Il caso di Thomas Bellucci
Nonostante qualche chiacchiericcio sia sopravvissuto successivamente a questo annuncio, seguito anche da un comunicato ufficiale, la situazione sembrava fosse migliorata, ma pochi giorni fa l’ombra del silent ban è tornata ad incombere sul mondo del tennis: il tennista brasiliano Thomaz Bellucci, infatti, è stato trovato positivo ad un diuretico (l’hidroclorotiazide) lo scorso agosto. Ancora una volta la notizia della positività è stata coperta fino al termine del processo, che ha riconosciuto l’involontarietà dell’assunzione della sostanza e ha perciò inflitto una sanzione di soli cinque mesi e per retroattiva.
Quella che potrebbe sembrare una violazione dei propositi di Haggerty è in realtà una deroga prevista dallo stesso Tennis Anti-Doping Programme 2017: il rispetto della riservatezza della notizia infatti sussiste (ai sensi dell’art. 13.3) quando il giocatore rifiuti la sospensione provvisoria, obbligatoria o volontaria che sia (come nel caso di Bellucci).
Questa scappatoia sembra riportare la situazione al punto di partenza, nel quale ogni infortunio legittimava retropensieri di ogni tipo. La vicenda ha suscitato le perplessità di molti appassionati, ma di certo non è il silent ban a minare la già precaria credibilità della lotta al doping. Pur venendo meno la tanto auspicata trasparenza, l’applicazione delle regole attuali prevede comunque il disvelamento – seppur in un secondo momento – dei casi di doping.
Nessun insabbiamento come accaduto in casi passati (si pensi a quello di Agassi, coperto per il suo uso di cocaina) ma una semplice comunicazione tardiva. Le priorità sembrano riguardare più la qualità e la frequenza dei controlli e degli accertamenti, che talvolta appaiono sin troppo morbidi.
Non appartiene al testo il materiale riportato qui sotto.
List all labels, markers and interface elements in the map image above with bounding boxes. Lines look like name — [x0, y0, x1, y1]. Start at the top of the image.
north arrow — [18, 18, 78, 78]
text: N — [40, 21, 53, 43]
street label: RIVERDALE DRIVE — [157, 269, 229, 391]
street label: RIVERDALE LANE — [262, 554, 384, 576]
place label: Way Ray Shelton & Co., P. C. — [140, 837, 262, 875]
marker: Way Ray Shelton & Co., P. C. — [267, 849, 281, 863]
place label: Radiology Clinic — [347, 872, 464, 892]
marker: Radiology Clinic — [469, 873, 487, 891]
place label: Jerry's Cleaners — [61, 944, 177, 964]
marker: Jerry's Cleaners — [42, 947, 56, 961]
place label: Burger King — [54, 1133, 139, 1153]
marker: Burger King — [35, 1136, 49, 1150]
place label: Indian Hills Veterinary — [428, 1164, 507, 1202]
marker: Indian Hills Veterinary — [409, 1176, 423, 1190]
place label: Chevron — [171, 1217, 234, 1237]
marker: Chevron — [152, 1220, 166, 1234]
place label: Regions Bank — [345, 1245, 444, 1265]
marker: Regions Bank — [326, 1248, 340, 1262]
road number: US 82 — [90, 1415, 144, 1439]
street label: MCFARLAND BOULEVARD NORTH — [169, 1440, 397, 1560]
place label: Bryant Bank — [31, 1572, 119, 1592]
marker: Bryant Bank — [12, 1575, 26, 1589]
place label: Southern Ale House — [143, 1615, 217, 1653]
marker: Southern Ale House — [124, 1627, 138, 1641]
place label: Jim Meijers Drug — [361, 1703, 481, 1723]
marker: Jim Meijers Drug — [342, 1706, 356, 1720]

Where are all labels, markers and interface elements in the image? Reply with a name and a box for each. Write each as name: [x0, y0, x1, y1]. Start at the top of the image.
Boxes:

Così come stona un po’ che, nella lista delle sostanze proibite, subentrino sostanze regolarmente utilizzate dagli atleti fino a poco tempo prima (come nel menzionato caso della Sharapova).
Riflessioni finali sul silent ban
Sicuramente una maggiore trasparenza (come quella annunciata da Haggerty) andrebbe a beneficio dei giocatori ed eviterebbe accuse gratuite e sospetti, che ormai si manifestano anche dopo il più piccolo riposo, fosse anche per due linee di febbre. Di certo però nel complesso la lotta al doping deve affrontare altri ostacoli per recuperare quella credibilità che continua a latitare; fra questi ostacoli – almeno ad opinione di chi scrive – il silent ban figura agli ultimi posti in quanto ad importanza, essendo preceduto da altri di cui si parlerà diffusamente in un altro articolo a tema.
Attualmente l’unica speranza è che il regolamento venga rispettato e non vi siano insabbiamenti verso provvedimenti definitivi, anche se il caso concreto dovesse coinvolgere un giocatore di rilievo, con un rischio di ricaduta dell’immagine di tutto il movimento tennistico. Un caso Agassi è già bastato a mettere in dubbio la buona fede dei controlli, leggere fra vent’anni un’altra confessione riguardo un caso di insabbiamento compiuto dall’attuale sistema di antidoping non sarebbe una cosa carina.